Jumping on the bone factory bandwagon.

 

I sneezed at the orthopedist’s office the other day.  “Yup,” he declared, “Hip replacement is in order!”

Okay, so I exaggerate.  It happens at times when I am flabbergasted and drained of color when I hear shocking things with my own ears.

My orthopedic visit began when I had some discomfort recently in my hip for a spell and hoped that I could get some information and treatment.  I am accustomed to crackles and crunches when I stand up in the morning, but not feeling like the Tin Man in The Wizard of Oz.  A chiropractor friend advised me to see about it, but thought offhand that it would be nothing more than bursitis, a term that I had barely heard of.  He then recommended that dreadful ice pack in the meantime.

Ugh.  Ice.  I have been on enough ice in my lifetime to be a certified cadaver.  My past experience in the ballet reminds me that it single-handed dispenses injuries to every joint in the body.  Between two knee surgeries, sciatica and a sprained ankle, I’ve seen my serving of on the rocks rather than straight up.  Not to mention tendonitis and whatever else there is around Achilles and his murderous Greek friends.

I looked up “bursitis” on a friendly reference and found that there were pockets of gismos around the body that swell.  The proper term seems to be “flare-up,” as in a fire engine emergency call.  The condition coincides with days that you gimp about the house hoping for the Wizard to save you.  It also may follow some traumatic assault on the body, like too many trips to the kitchen to pour more wine.

There are worse afflictions in life and I wouldn’t take this opportunity for sympathy, especially as on social network postings where a “friend” blows her nose and fifteen people respond with “praying for you.”  Too much information.

So I went off to an orthopedist taking pot luck of staff provided.  After all, this particular medical professional had “Dr.” before his name so the assumption is that he can dispense some information.  Also, that he didn’t graduate at the bottom of his class in Mongolia or held a certificate as a used car salesman.

Subsequently, I found myself waiting anxiously in a cubicle after a plethora of nurses, computer info takers and various door-greeters telling me to report to this or that location.

My first shock when this Dr. entered was his rather demeaning ballet pose that suggested he had never grown from the “Tiptoe Through The Tulips” mentality.  The pose suggested that ballet dancers have pumpkins on their heads and stand around like cardboard set pieces.  I wouldn’t have had time to venture a response because I had already been ushered onto his agenda.

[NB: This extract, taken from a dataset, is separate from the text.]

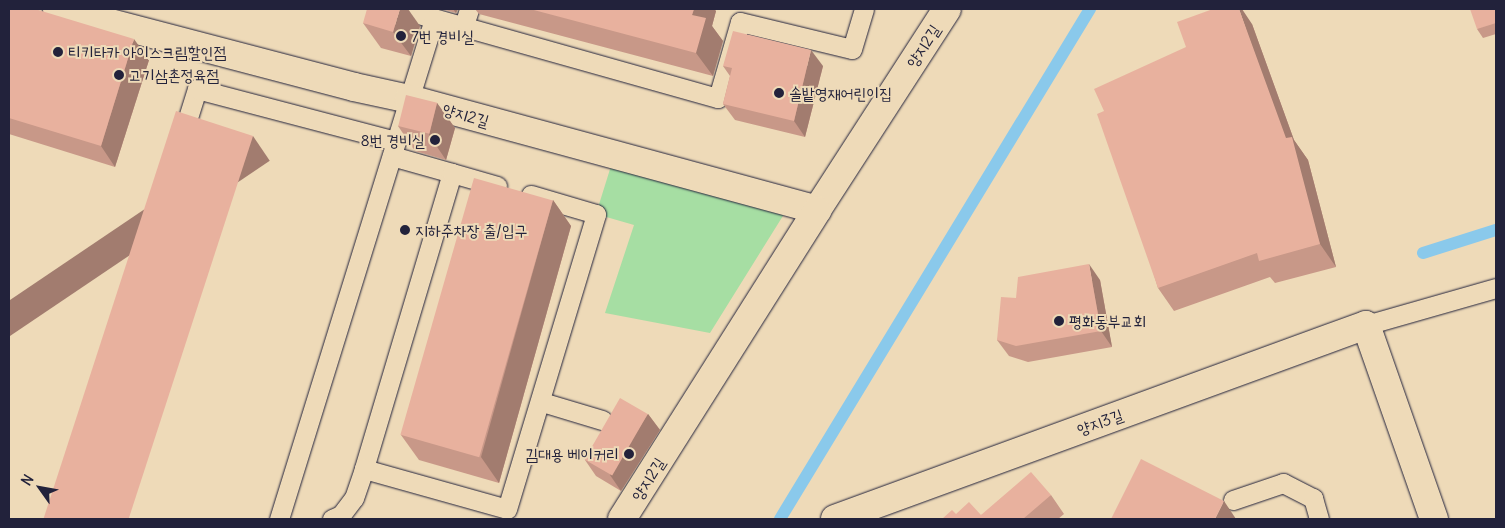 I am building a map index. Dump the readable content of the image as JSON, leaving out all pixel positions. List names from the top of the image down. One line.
{"streets":{"street":["양지2길","양지3길"]},"places":["7번 경비실","티키타카 아이스크림할인점","고기삼촌정육점","솔밭영재어린이집","8번 경비실","지하주차장 출/입구","평화동부교회","김대용 베이커리"],"north":"top left"} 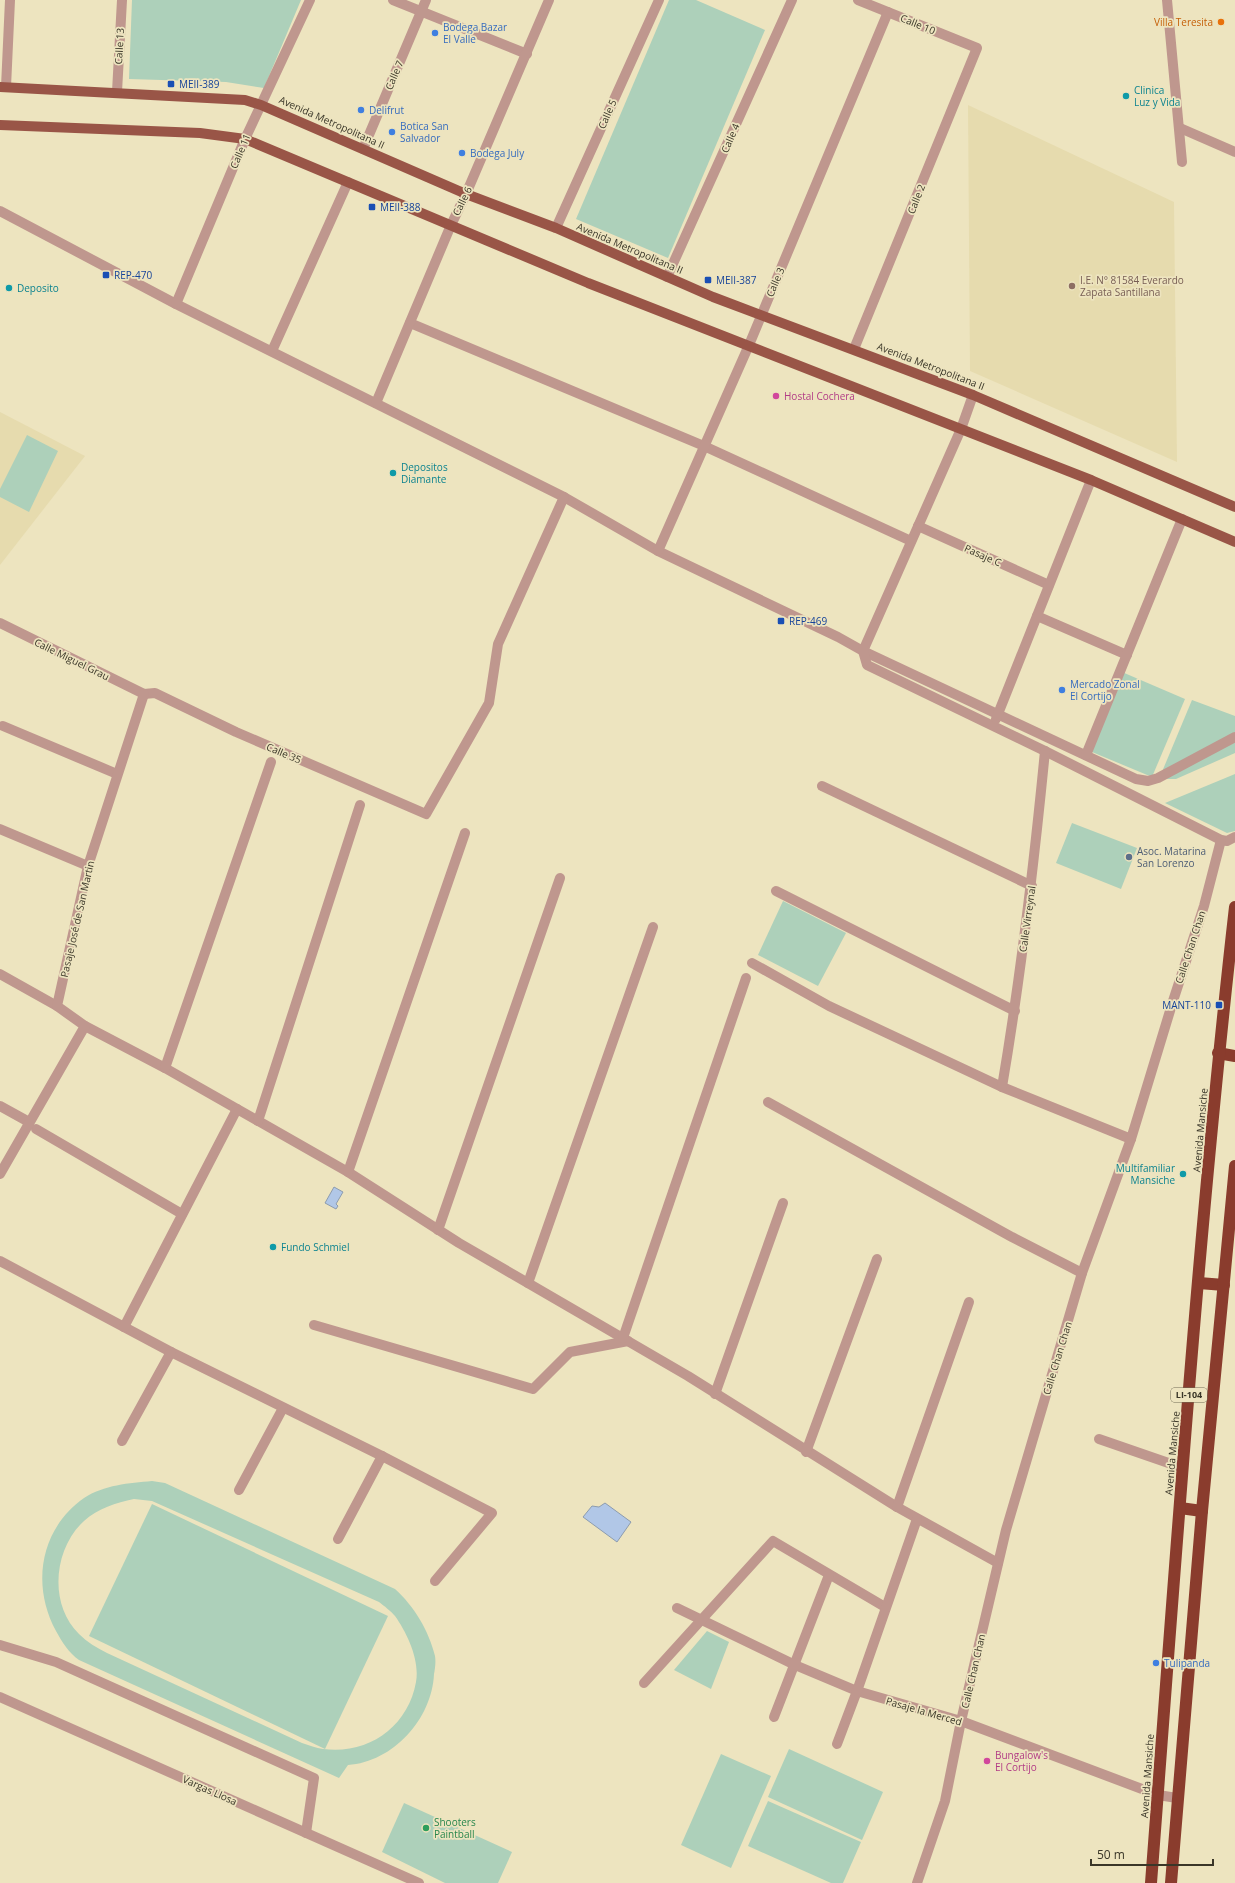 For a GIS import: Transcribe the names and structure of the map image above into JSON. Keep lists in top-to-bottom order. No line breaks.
{"streets":{"highway":["Avenida Mansiche","LI-104"],"main road":["Avenida Metropolitana II"],"street":["Calle 10","Calle 13","Calle 7","Calle 5","Calle 4","Calle 11","Calle 2","Calle 6","Calle 3","Pasaje C","Calle Miguel Grau","Calle 35","Pasaje José de San Martin","Calle Virreynal","Calle Chan Chan","Pasaje la Merced","Vargas Llosa"]},"crossings":[["Calle 10","Calle 2"],["Calle 10","Calle 3"],["Calle 13","Avenida Metropolitana II"],["Calle 7","Avenida Metropolitana II"],["Calle 5","Avenida Metropolitana II"],["Avenida Metropolitana II","Calle 4"],["Avenida Metropolitana II","Calle 11"],["Avenida Metropolitana II","Calle 2"],["Avenida Metropolitana II","Calle 6"],["Avenida Metropolitana II","Calle 3"],["Calle Miguel Grau","Calle 35"],["Calle Miguel Grau","Pasaje José de San Martin"],["Calle 35","Pasaje José de San Martin"],["Calle Chan Chan","Pasaje la Merced"],["Avenida Mansiche","Pasaje la Merced"],["LI-104","Pasaje la Merced"]],"places":{"other":["Villa Teresita","Bodega Bazar El Valle","Clinica Luz y Vida","Delifrut","Botica San Salvador","Bodega July","I.E. N° 81584 Everardo Zapata Santillana","Deposito","Hostal Cochera","Depositos Diamante","Mercado Zonal El Cortijo","Asoc. Matarina San Lorenzo","Multifamiliar Mansiche","Fundo Schmiel","Tulipanda","Bungalow's El Cortijo","Shooters Paintball"],"transit":["MEII-389","MEII-388","REP-470","MEII-387","REP-469","MANT-110"]},"scale_bar":"50 m"} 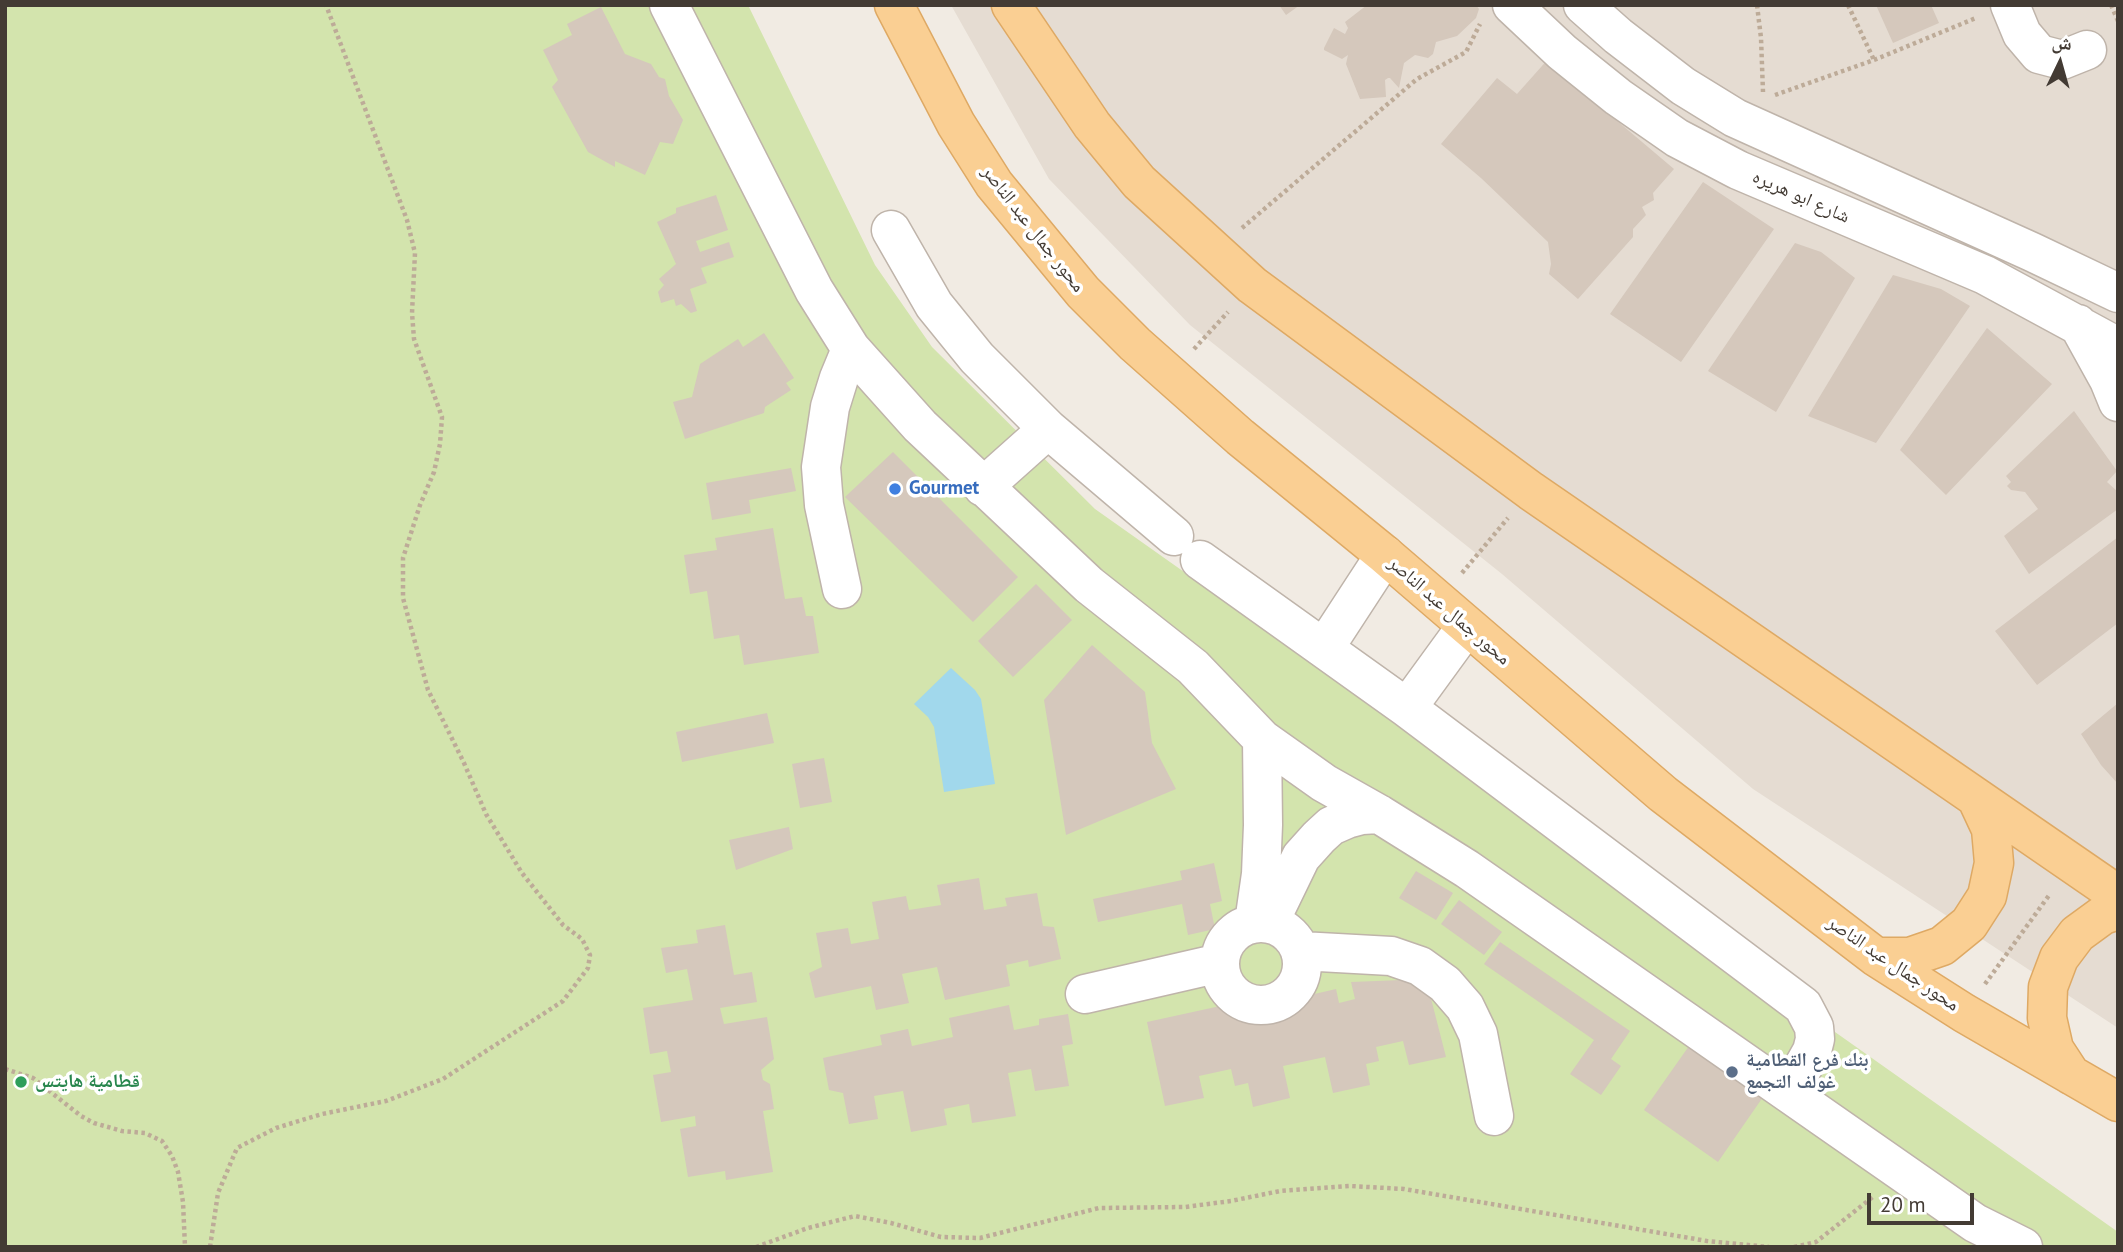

“Does it hurt when you walk?  Yes or no?”

“Does it bother you when you walk too much?  Yes or no?”

By the fourth and final “yes or no” question, I was waiting for the buzzer on Wheel of Fortune.  Three seconds maximum was all he would tolerate before his hip replacement diagnosis.  He had no time for words like “ice” and “bursitis.” He showed actual irritation as if the enemy camp was in the room.  My X-ray lit up behind him, but he had no interest in explaining my hip condition.  As a regular slob who cannot interpret images, I would have appreciated some brief tour of why exactly I needed replacement parts.  I dared to think that it looked like a regular, garden-variety hip.

Out of time, he was onto his next patient on the conveyor belt.  “I want to see you in a month,” he ordered.  Fat chance and a cold day in hell, I thought.